Those people are Idicula Mathew and Garrett
Whitfield.

Below the beneficial owners of 20% percent or more
of the Company's outstanding voting equity
securities, calculated on the basis of voting
power, are listed along with the amount they own.

Name
Percentage Owned
Founders:
Idicula Mathew
and Garrett
Whitfield
65%

FINANCIAL INFORMATION

Please see the financial information listed on the
cover page of this Form C-AR and attached hereto in
addition to the following information. Financial
statements are attached hereto as Exhibit A.
Recent Tax Return Information

Total Income
Taxable Income
Total Tax
-$148,081
 0
 0






Operations

Hera Health Solutions did not generate any revenue
in 2019. In 2018, the Company generated $32,700 of
income, of which $20,000 came from grants, and
$15,776 came from pitch competition winnings.

The Company does not expect to achieve
profitability in the next 12 months and intends to
focus on the FDA regulatory approval and
international WHO approval for its products.

Liquidity and Capital Resources

In July 2019 the Company started an offering
pursuant to Regulation CF, which was closed in
August 2019 raising $106,995.

The Company has the following sources of capital in
addition to the proceeds from the Regulation CF
Offering:
1. Innova Memphis- VC lead investor for Series Seed
round
2. BioExel- Series Seed Investor
3. Various investors - Accredited Series Seed
Investors

Capital Expenditures and Other Obligations
The Company does not intend to make any material
capital expenditures in the near future.

Material Changes and Other Information

Trends and Uncertainties

The financial statements are an important part of
this Form C-AR and should be reviewed in their
entirety. The financial statements of the Company
are attached hereto as Exhibit A.


Restrictions on Transfer
Any Securities sold pursuant to Regulation CF being
offered may not be transferred by any Investor of
such Securities during the one-year holding period
beginning when the Securities were issued, unless
such Securities were transferred: 1) to the
Company, 2) to an accredited investor, as defined
by Rule 501(d) of Regulation D of the Securities
Act of 1933, as amended, 3) as part of an Offering
registered with the SEC or 4) to a member of the
family of the Investor or the equivalent, to a
trust controlled by the Investor, to a trust
created for the benefit of a family member of the
Investor or the equivalent, or in connection with
the death or divorce of the Investor or other
similar circumstances. "Member of the family" as
used herein means a child, stepchild, grandchild,
parent, stepparent, grandparent, spouse or spousal
equivalent, sibling,
mother/father/daughter/son/sister/brother-in-law,
and includes adoptive relationships.

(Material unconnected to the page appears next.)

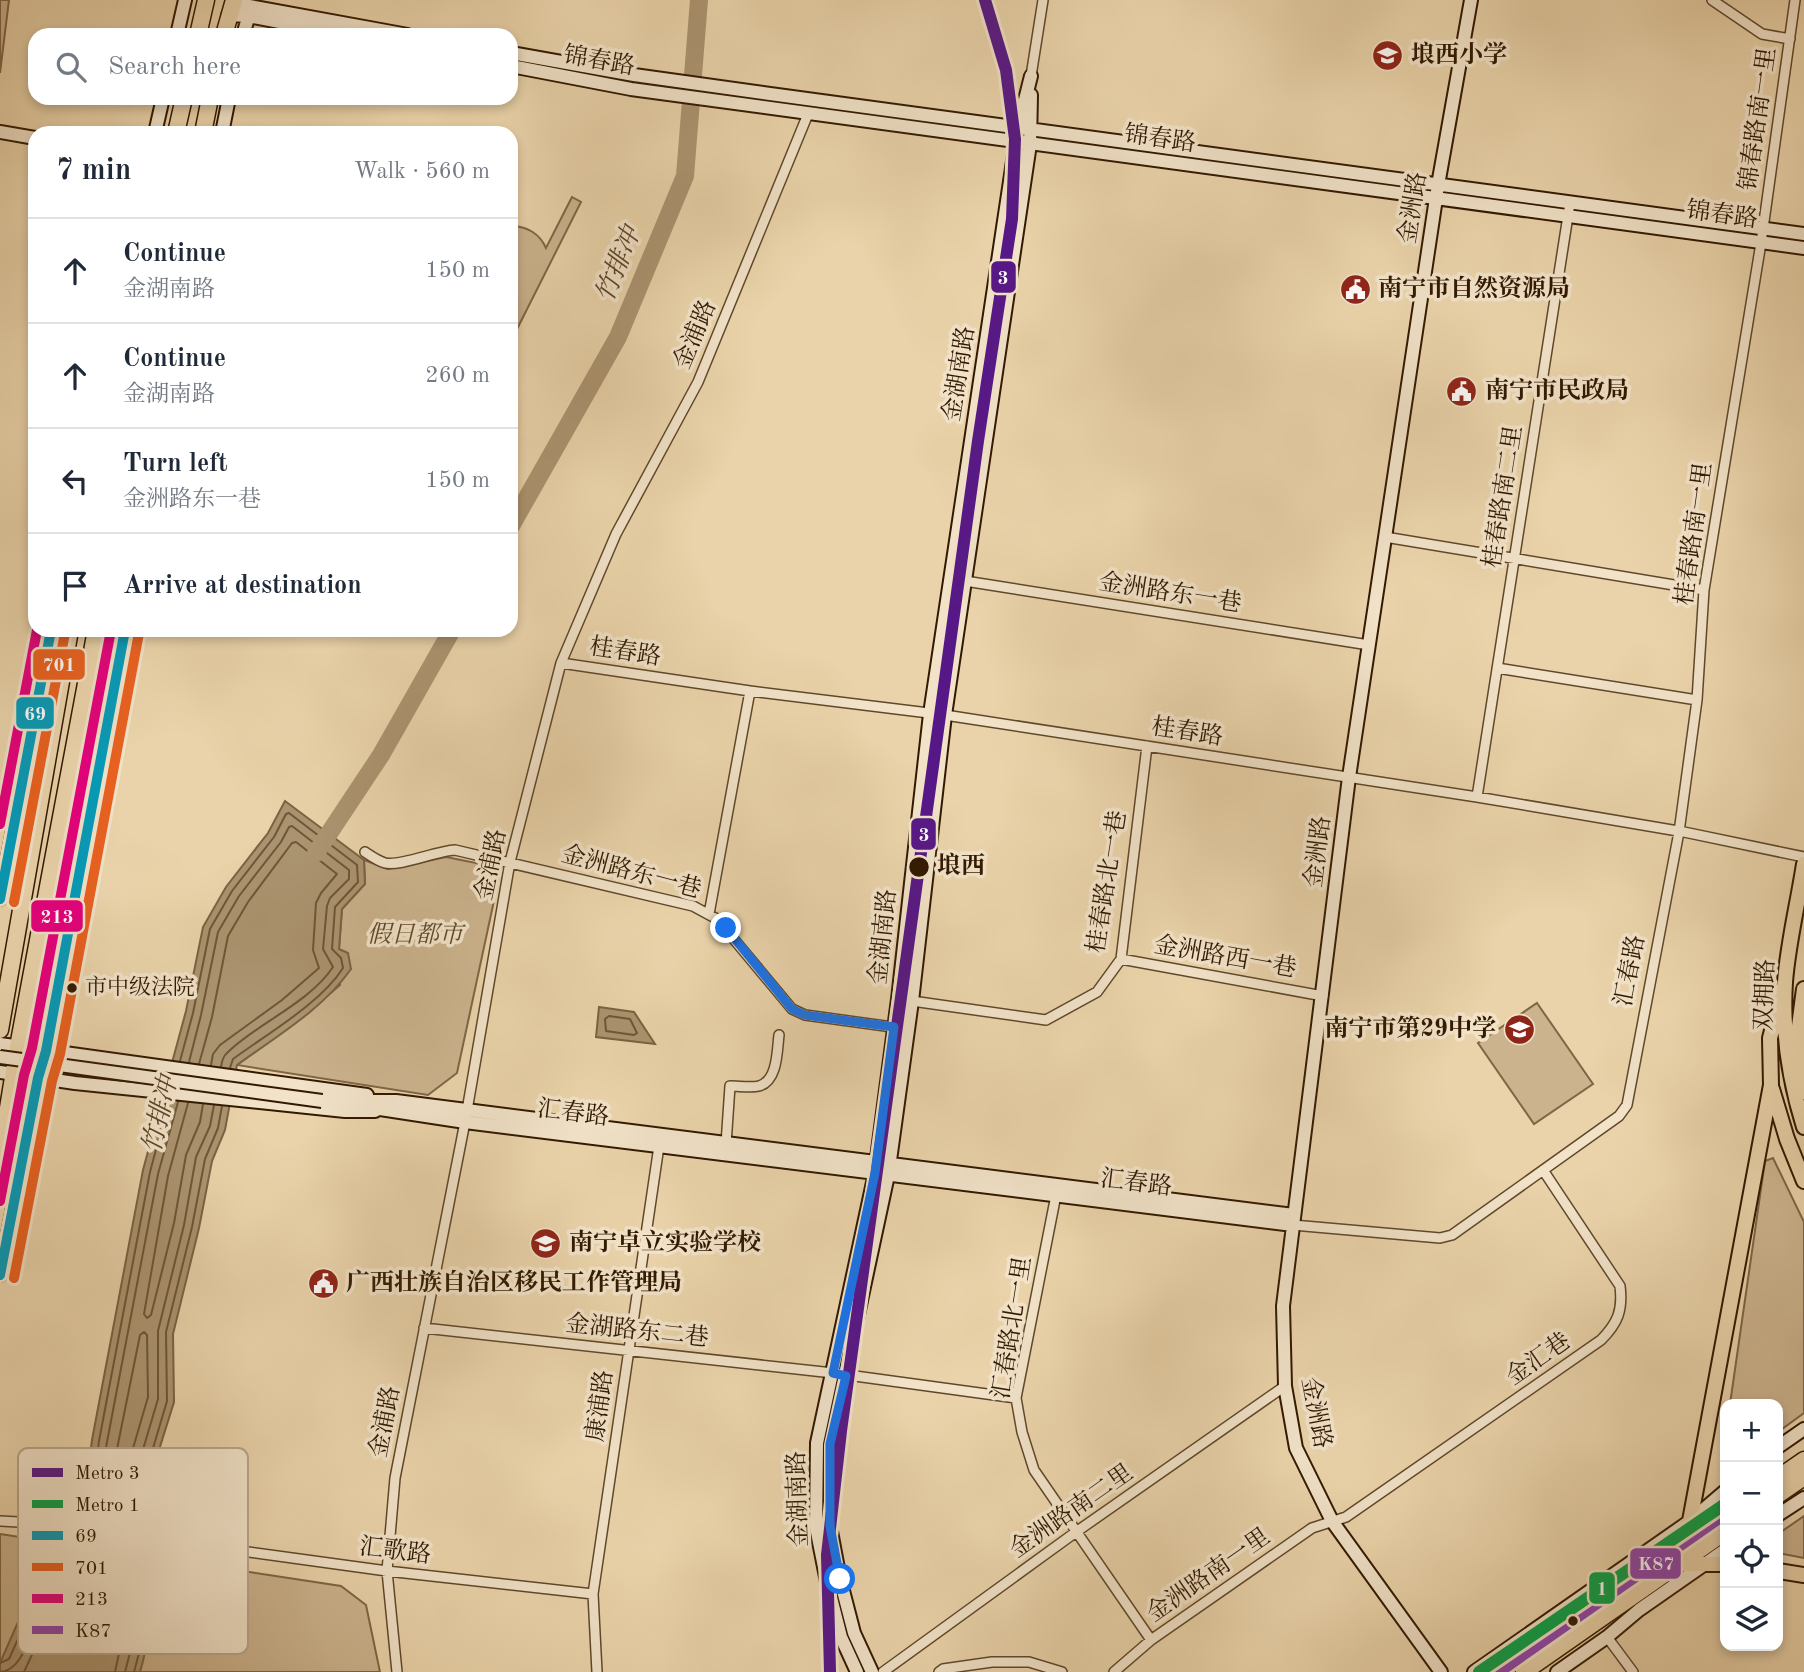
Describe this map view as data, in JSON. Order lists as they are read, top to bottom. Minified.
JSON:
{"streets":{"main road":["锦春路","金洲路","金湖南路","汇春路","双拥路"],"street":["锦春路南一里","金浦路","桂春路南二里","桂春路南一里","金洲路东一巷","桂春路","桂春路北一巷","金洲路西一巷","汇春路北一里","金湖路东二巷","金汇巷","康浦路","金洲路南二里","汇歌路","金洲路南一里"]},"crossings":[["锦春路","锦春路南一里"],["锦春路","金洲路"],["锦春路","金浦路"],["锦春路","金湖南路"],["锦春路","桂春路南二里"],["锦春路","桂春路南一里"],["锦春路南一里","桂春路南一里"],["金洲路","金洲路东一巷"],["金洲路","桂春路"],["金洲路","金洲路西一巷"],["金洲路","汇春路"],["金洲路","金汇巷"],["金洲路","金洲路南二里"],["金洲路","金洲路南一里"],["金浦路","金洲路东一巷"],["金浦路","桂春路"],["金浦路","汇春路"],["金浦路","金湖路东二巷"],["金浦路","汇歌路"],["金湖南路","金洲路东一巷"],["金湖南路","桂春路"],["金湖南路","桂春路北一巷"],["金湖南路","汇春路"],["金湖南路","金湖路东二巷"],["桂春路南二里","桂春路"],["桂春路南一里","桂春路"],["桂春路南一里","汇春路"],["桂春路","桂春路北一巷"],["桂春路","汇春路"],["桂春路北一巷","金洲路西一巷"],["汇春路","汇春路北一里"],["汇春路","金汇巷"],["汇春路","康浦路"],["汇春路北一里","金湖路东二巷"],["汇春路北一里","金洲路南二里"],["汇春路北一里","金洲路南一里"],["金湖路东二巷","康浦路"],["金汇巷","金洲路南一里"],["康浦路","汇歌路"]],"water":["竹排冲"],"parks":["假日都市"],"places":{"school or university":["埌西小学","南宁市第29中学","南宁卓立实验学校"],"public building":["南宁市自然资源局","南宁市民政局","广西壮族自治区移民工作管理局"],"other":["埌西","市中级法院"]},"lines":["metro line 3","transit line 69","transit line 701","transit line 213","metro line 1","transit line K87"],"legend":["Metro 3","Metro 1","69","701","213","K87"],"page":{"search":"Search here","heading":["7 min","Walk · 560 m"],"list":[["Continue","金湖南路","150 m"],["Continue","金湖南路","260 m"],["Turn left","金洲路东一巷","150 m"],"Arrive at destination"],"map_buttons":["+","−"]}}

Remember that
although you may legally be able to transfer the
Securities, you may not be able to find another
party willing to purchase them.

TRANSACTIONS WITH RELATED PERSONS AND CONFLICTS OF
INTEREST

Related Person Transactions
From time to time the Company may engage in
transactions with related persons. Related persons
are defined as any director or officer of the
Company; any person who is the beneficial owner of
10 percent or more of the Company's outstanding
voting equity securities, calculated on the basis
of voting power; any promoter of the Company; any
immediate family member of any of the foregoing
persons or an entity controlled by any such person
or persons.

The Company has conducted the following
transactions with related persons:

On May 5, 2018, the Company entered into loan
agreements with Idicula Mathew in the principal
amount of $4,184 with no interest. The loan does
not bare a prepayment penalty.  The Company has
repaid $3,488 of the outstanding principal.
Pursuant to the terms of the loan, the Company
promises to repay the balance of the loan on or
before June 8th, 2020.

Bad Actor Disclosure
The Company is not subject to any Bad Actor
Disqualifications under any relevant U.S.
securities laws.

SIGNATURE

      Pursuant to the requirements of Sections
4(a)(6) and 4A of the Securities Act of 1933 and
Regulation Crowdfunding (? 227.100 et seq.), the
issuer certifies that it has reasonable grounds to
believe that it meets all of the requirements for
filing on Form C-AR and has duly caused this Form
to be signed on its behalf by the duly authorized
undersigned.

      The issuer also certifies that the attached
financial statements are true and complete in all
material respects.



___________________________
____

(Signature)



Idicula Mathew

(Name)



CEO

(Title)



      Pursuant to the requirements of Sections
4(a)(6) and 4A of the Securities Act of 1933 and
Regulation Crowdfunding (? 227.100 et seq.), this
Form C-AR has been signed by the following persons
in the capacities and on the dates indicated.





(Signature)



Idicula Mathew

(Name)



President and Director

(Title)



4/27/2020

(Date)


EXHIBITS

Exhibit A	Financial Statements


EXHIBIT A
Financial Statements


Hera Health Solutions Inc.
Consolidated Balance Sheets as of
December 31, 2019

Assets

2019
Cash and Cash Equivalents
	$831,820
Receipts Receivable			  		$0.00

Prepaid Expenses
		$0.00
Total Current Assets
	$831,820

Total Long-Term Assets				$0.00

Intangible Assets					$3,455,000
Total Assets
	$4,286,820

Liabilities and Shareholders Equity
Liabilities
Founders Loan Account
		$81,346
Accounts Payable 					$6,120

Total Current Liabilities
	$87,466
SAFE					            		$0.00

Total Liabilities 					$87,466


Shareholders' Equity
Authorized Stock					1,090,000 @
$5.00
Issued Stock						887,934 @
$5.00
      $4,439,670
Retained Earnings
	($240,316)

Total Liabilities and Shareholders' Equity
	$4,286,820










Hera Health Solutions
Consolidated Statements of Income
Years Ended Dec 31, 2019

      			    2019
Income from Operations				$0
Gross Profit  						$0

Operating Expenses
Office/Lab Rent					($18,700)

Prototyping/Testing 					($450)

Manufacturing testing				($4,525)

Accelerator Program Fee
Utilities						($1,254)

Travel							($20,836)

Running Expenses					($2,616)

Salary					 		($86,120)

Legal Fee						($5,250)

IP/Patent						($8,089)
Fees and Advertising
	($241)
Total Other Expenses
	($148,081)
Other Income (Expenses)
Non-Dilutive Grants
		0.00
Winnings and Awards
		0.00

Net Income:
	($148,081)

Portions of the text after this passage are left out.